--- Recorded data ---
*** Block opens ***

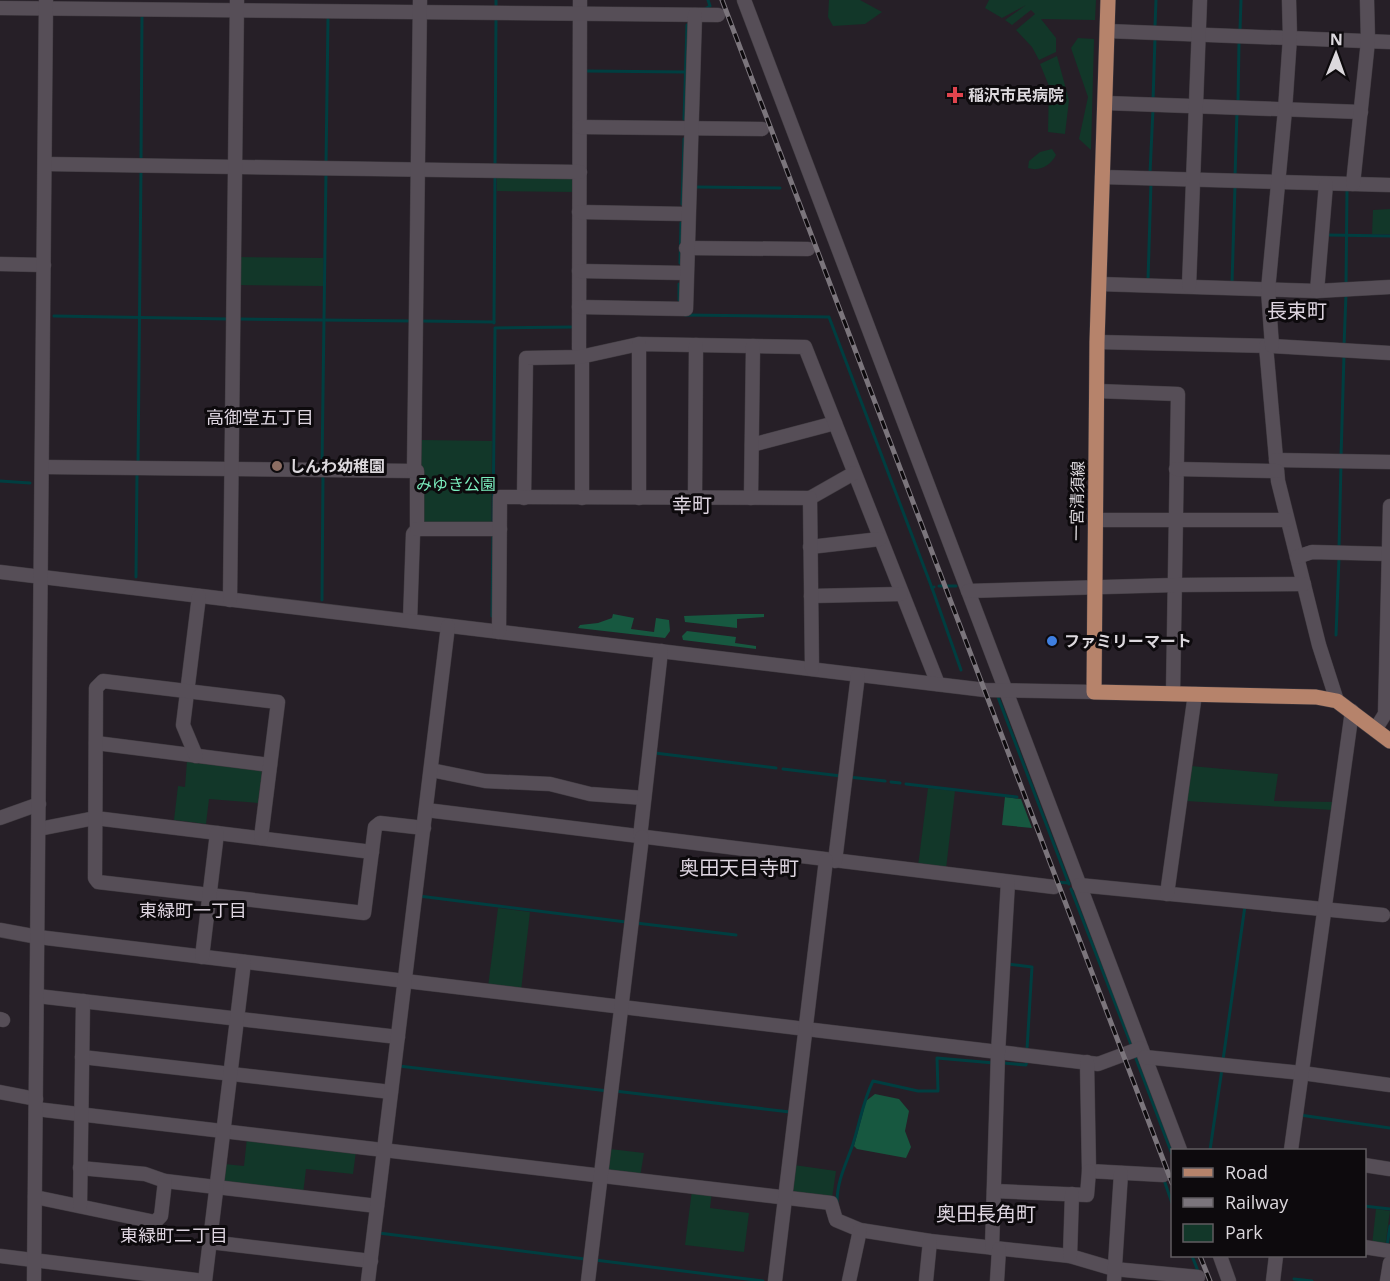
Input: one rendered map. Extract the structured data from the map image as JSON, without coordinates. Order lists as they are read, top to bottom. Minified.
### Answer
{"streets":{"main road":["一宮清須線"]},"districts":["長束町","高御堂五丁目","幸町","奥田天目寺町","東緑町一丁目","奥田長角町","東緑町二丁目"],"parks":["みゆき公園"],"places":{"health":["稲沢市民病院"],"other":["しんわ幼稚園","ファミリーマート"]},"legend":["Road","Railway","Park"],"north":"top"}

*** Block closes ***

--- Directions for this task ---
Everything in the listing must be copied exactly except the pictures.

--- Exercise solution ---
Input: one rendered map. Extract the structured data from the map image as JSON, without coordinates. Order lists as they are read, top to bottom. Minified.
### Answer
{"streets":{"main road":["一宮清須線"]},"districts":["長束町","高御堂五丁目","幸町","奥田天目寺町","東緑町一丁目","奥田長角町","東緑町二丁目"],"parks":["みゆき公園"],"places":{"health":["稲沢市民病院"],"other":["しんわ幼稚園","ファミリーマート"]},"legend":["Road","Railway","Park"],"north":"top"}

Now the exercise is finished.